Top of INPUT

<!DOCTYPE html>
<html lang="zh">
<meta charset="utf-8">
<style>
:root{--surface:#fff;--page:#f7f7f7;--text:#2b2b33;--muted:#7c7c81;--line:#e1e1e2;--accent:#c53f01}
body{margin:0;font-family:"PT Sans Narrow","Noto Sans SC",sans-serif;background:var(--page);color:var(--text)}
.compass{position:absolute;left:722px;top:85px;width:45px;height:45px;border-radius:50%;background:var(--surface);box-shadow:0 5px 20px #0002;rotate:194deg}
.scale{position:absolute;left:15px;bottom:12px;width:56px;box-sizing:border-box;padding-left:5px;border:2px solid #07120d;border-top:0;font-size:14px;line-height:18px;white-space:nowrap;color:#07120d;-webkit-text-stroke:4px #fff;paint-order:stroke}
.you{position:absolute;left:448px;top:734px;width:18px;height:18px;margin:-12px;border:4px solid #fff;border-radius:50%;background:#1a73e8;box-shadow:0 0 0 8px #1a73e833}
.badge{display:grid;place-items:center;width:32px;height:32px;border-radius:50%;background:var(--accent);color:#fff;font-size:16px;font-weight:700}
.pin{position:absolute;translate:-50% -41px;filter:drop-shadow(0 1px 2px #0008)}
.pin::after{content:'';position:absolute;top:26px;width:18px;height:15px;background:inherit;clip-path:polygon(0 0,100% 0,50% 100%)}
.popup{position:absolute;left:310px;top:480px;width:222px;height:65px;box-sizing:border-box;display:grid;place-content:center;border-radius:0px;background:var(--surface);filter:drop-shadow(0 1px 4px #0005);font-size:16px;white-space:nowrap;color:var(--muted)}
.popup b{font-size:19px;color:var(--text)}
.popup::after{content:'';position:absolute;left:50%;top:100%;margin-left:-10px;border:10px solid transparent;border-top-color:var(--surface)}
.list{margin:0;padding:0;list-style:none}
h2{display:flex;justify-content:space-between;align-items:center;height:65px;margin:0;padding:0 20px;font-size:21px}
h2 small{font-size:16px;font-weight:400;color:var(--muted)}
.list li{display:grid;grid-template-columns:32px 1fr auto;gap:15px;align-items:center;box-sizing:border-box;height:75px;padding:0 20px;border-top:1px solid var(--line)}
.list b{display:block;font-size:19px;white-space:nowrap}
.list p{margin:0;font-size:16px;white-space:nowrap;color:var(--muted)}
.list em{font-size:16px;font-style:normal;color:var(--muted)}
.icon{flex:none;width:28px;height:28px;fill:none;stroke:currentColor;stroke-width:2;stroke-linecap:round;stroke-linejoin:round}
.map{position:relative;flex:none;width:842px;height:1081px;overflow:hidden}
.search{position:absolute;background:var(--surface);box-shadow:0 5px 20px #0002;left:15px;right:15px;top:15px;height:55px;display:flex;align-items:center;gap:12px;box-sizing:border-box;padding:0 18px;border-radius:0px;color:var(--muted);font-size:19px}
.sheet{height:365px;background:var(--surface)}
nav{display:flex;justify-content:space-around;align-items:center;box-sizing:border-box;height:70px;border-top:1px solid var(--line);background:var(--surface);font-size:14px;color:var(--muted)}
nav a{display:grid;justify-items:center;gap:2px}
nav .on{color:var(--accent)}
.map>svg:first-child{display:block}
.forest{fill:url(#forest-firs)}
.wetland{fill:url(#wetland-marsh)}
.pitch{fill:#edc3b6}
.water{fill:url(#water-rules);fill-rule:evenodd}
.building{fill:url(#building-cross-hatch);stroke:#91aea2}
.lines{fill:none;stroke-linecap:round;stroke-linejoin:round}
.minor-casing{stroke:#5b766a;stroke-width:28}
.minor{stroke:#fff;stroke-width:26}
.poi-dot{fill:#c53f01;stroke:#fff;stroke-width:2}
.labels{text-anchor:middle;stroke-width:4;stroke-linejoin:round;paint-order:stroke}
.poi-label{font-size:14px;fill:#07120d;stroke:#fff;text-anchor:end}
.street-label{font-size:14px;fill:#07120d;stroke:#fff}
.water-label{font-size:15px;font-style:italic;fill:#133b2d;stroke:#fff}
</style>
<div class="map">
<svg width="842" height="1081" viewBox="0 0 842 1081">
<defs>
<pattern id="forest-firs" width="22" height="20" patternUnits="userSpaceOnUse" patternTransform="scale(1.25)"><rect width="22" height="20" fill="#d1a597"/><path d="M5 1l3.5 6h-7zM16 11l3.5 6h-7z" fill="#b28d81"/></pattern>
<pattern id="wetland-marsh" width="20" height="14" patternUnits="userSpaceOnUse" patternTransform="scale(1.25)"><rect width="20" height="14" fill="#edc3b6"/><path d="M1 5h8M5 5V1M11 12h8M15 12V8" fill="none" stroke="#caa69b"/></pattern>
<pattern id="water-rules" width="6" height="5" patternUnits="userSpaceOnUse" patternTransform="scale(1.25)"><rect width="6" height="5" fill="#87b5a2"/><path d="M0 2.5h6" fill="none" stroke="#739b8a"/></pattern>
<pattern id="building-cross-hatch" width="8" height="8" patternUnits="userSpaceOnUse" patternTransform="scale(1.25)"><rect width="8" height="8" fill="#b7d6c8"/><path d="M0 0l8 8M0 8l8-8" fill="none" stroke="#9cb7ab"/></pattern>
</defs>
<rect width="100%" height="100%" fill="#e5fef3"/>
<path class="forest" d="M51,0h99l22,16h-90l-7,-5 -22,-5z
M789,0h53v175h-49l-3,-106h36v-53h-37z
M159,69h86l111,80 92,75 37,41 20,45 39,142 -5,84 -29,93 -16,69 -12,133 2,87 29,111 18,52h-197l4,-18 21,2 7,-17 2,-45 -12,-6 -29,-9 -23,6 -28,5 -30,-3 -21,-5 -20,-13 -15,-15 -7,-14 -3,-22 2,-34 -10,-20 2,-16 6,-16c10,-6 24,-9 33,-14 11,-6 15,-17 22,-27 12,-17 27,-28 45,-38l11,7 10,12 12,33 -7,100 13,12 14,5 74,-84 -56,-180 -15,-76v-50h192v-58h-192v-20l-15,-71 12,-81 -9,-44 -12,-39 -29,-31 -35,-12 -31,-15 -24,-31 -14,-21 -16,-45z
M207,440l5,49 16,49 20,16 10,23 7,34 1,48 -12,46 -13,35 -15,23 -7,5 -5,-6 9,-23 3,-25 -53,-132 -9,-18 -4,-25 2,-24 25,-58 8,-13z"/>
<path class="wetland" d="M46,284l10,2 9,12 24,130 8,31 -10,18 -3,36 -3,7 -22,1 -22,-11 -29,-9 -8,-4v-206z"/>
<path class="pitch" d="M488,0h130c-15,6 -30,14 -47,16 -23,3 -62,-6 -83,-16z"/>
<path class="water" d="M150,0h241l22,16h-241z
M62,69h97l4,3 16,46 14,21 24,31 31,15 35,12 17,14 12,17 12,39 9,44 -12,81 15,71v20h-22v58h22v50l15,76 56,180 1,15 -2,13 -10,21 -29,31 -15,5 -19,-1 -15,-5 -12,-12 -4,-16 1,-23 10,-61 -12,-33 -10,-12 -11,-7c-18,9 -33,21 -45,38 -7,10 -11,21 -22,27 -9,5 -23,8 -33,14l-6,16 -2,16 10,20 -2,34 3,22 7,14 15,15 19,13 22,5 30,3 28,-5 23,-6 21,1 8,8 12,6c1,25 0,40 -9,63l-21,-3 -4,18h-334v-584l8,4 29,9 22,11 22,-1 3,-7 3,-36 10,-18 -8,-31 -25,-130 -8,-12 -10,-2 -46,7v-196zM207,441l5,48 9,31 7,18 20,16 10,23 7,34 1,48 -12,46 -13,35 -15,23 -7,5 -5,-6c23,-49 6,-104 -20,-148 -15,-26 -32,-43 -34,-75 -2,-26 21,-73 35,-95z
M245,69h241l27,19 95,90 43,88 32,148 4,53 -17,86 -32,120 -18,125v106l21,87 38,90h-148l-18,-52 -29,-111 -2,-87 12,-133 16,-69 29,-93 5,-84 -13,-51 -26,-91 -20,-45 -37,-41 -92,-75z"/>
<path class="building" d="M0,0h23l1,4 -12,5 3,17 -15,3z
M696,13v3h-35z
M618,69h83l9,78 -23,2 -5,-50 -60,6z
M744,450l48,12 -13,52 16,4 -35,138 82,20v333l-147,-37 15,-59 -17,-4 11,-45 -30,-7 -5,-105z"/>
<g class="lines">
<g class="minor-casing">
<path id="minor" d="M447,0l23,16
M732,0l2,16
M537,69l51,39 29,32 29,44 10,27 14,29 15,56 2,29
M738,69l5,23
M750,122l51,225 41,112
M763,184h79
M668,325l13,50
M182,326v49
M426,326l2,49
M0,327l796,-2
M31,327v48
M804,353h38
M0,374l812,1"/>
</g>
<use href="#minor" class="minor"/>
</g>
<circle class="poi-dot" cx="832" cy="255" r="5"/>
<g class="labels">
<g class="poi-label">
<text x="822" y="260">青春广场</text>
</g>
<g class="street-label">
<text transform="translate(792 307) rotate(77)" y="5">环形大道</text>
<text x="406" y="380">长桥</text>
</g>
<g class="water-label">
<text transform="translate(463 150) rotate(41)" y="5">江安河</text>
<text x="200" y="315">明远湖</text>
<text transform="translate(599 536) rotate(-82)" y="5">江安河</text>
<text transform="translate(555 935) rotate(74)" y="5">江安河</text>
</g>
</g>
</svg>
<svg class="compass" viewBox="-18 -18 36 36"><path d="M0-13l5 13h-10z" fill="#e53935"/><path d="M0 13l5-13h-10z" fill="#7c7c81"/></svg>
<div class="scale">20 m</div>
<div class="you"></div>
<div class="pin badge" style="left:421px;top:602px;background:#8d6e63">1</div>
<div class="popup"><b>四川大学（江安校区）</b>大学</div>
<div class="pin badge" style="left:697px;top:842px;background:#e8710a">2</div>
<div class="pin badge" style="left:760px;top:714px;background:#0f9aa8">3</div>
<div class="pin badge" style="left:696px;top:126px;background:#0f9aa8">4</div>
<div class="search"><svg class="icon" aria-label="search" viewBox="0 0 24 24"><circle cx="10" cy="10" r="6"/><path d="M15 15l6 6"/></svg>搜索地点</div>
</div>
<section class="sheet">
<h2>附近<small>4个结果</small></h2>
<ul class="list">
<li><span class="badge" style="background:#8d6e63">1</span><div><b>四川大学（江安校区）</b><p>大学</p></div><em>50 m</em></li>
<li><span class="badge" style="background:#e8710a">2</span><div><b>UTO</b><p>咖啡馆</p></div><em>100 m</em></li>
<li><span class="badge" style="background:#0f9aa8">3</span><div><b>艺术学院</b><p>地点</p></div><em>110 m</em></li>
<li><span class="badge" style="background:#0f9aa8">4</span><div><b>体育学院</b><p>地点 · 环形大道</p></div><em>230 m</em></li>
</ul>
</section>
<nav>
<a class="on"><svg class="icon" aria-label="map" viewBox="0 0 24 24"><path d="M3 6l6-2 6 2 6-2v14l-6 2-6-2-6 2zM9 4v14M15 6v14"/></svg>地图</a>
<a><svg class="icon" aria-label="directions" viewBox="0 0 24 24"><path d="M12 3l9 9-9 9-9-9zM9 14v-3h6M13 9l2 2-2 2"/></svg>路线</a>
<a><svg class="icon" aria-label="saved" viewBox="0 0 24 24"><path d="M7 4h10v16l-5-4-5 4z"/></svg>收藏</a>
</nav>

Bottom of INPUT
Top of INPUT

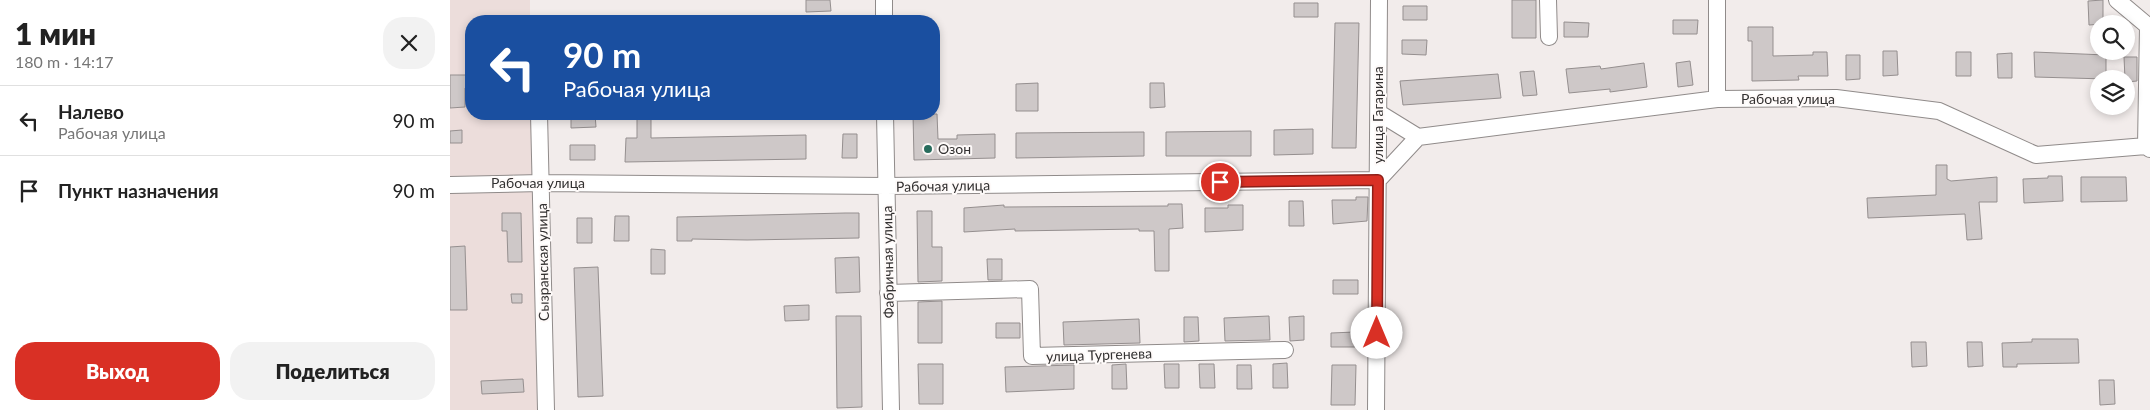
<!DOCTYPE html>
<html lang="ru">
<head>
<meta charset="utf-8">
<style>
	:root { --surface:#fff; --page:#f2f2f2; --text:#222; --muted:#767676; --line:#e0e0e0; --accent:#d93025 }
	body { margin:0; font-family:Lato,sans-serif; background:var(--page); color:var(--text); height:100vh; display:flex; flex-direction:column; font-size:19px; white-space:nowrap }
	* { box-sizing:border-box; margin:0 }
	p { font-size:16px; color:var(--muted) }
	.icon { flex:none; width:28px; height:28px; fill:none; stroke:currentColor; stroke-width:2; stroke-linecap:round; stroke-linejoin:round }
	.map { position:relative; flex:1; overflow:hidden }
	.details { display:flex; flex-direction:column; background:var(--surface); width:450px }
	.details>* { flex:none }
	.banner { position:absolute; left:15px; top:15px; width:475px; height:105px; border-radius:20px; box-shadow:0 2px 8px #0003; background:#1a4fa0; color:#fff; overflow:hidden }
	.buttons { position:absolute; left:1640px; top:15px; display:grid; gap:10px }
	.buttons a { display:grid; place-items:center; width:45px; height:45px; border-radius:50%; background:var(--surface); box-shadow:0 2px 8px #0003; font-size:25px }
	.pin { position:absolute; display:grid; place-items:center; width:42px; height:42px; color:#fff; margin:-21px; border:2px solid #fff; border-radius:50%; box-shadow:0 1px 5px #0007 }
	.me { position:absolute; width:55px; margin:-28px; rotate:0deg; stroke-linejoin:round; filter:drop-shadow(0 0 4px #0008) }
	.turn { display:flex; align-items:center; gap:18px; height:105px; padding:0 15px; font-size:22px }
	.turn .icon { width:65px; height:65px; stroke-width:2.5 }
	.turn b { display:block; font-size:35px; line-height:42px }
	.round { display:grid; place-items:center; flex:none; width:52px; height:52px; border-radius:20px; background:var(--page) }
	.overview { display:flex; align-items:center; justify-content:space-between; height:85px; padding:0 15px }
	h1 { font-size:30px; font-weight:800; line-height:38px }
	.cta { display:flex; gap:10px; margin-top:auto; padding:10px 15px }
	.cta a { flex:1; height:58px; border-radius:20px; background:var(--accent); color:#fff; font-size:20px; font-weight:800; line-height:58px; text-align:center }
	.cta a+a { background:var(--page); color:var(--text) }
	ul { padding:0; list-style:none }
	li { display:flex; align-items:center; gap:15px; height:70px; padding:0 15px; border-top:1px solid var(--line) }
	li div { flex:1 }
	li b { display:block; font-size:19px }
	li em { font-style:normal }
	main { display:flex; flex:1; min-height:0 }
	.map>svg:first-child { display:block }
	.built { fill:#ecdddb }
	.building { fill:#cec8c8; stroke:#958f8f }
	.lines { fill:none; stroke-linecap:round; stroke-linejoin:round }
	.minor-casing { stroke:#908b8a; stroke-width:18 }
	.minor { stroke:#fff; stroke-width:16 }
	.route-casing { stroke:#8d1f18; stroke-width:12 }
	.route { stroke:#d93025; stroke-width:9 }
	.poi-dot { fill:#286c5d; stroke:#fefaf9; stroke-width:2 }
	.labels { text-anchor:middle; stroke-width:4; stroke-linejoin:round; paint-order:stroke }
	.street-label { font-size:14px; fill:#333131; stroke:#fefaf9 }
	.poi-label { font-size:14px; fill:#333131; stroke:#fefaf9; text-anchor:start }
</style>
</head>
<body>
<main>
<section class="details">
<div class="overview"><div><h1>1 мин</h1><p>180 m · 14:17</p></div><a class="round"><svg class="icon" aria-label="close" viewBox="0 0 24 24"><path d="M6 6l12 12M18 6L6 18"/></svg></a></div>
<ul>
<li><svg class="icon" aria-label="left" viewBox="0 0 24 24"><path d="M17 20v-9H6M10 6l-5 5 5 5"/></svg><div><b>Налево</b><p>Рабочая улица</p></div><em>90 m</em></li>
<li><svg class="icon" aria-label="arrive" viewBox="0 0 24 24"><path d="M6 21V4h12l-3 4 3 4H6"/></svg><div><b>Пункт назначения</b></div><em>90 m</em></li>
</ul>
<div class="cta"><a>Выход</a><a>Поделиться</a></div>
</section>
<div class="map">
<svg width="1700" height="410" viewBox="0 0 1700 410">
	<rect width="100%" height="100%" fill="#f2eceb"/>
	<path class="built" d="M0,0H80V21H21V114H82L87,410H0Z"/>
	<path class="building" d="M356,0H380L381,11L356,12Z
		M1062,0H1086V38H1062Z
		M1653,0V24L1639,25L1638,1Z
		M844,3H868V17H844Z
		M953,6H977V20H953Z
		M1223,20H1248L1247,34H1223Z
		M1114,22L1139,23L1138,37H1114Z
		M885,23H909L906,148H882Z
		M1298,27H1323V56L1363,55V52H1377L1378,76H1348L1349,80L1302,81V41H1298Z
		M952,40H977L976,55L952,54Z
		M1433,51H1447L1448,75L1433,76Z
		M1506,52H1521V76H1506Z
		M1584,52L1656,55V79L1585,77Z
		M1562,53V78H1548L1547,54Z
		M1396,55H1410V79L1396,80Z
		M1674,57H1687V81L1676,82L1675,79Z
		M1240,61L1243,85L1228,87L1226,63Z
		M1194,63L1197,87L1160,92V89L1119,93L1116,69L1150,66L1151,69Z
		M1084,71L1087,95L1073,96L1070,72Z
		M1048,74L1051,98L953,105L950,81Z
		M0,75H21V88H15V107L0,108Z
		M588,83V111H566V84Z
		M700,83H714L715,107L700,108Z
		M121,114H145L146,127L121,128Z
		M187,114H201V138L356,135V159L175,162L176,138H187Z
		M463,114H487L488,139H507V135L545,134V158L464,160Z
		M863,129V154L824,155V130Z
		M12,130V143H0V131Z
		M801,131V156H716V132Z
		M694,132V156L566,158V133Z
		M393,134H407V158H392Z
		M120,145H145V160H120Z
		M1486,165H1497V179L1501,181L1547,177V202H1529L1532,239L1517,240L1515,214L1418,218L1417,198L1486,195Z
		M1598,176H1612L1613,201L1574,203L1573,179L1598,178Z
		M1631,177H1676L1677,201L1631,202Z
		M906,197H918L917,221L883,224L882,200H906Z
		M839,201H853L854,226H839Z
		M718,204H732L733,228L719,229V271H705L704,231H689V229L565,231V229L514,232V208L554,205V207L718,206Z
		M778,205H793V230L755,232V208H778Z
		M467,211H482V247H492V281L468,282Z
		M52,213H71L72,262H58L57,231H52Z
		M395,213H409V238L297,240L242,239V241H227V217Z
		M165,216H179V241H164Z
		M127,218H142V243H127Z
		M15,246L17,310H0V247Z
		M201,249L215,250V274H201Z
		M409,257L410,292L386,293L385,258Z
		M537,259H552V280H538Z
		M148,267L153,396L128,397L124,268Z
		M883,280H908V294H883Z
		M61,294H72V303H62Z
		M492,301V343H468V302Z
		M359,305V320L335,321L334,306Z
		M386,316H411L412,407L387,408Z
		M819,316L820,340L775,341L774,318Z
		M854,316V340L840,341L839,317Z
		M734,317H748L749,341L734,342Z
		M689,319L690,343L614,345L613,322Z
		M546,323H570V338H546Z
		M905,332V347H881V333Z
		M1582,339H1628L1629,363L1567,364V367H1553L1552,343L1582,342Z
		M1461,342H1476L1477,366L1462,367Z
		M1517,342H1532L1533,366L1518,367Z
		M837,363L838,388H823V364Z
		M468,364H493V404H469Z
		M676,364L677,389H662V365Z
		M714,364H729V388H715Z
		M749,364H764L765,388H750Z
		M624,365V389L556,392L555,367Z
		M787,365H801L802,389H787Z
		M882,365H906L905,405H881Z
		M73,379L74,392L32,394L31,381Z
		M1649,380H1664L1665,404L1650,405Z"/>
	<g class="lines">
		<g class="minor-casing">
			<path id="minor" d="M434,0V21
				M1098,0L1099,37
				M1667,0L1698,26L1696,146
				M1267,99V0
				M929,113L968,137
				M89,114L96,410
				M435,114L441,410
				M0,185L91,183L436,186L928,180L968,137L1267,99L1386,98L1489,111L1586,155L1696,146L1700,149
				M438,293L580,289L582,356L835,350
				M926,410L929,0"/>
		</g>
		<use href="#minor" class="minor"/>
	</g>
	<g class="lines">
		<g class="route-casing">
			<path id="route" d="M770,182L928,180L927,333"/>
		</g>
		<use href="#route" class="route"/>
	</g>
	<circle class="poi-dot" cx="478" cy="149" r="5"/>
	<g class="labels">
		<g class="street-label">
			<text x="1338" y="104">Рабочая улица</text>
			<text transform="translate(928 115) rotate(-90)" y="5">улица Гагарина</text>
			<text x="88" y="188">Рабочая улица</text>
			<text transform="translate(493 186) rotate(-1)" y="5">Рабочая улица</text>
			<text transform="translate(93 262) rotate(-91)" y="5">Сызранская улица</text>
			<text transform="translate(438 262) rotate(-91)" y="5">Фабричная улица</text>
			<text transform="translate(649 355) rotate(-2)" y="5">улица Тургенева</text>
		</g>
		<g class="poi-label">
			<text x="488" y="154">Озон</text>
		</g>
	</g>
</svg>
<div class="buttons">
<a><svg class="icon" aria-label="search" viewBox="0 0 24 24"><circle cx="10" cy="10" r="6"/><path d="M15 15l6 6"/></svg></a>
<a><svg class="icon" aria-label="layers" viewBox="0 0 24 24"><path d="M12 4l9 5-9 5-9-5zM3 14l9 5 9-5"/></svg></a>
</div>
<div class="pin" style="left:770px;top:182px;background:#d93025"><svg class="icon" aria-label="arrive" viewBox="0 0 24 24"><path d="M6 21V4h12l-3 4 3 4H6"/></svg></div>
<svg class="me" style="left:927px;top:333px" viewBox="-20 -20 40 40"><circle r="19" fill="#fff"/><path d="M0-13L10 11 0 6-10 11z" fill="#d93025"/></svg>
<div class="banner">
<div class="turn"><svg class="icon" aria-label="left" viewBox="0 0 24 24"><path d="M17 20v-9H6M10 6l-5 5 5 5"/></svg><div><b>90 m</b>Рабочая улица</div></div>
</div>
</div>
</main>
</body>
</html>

Bottom of INPUT

EXERCISE REQUIREMENTS: Answer with a single number: the count of lines in the records that contain "html".

RESPONSE FOR THIS EXERCISE: 5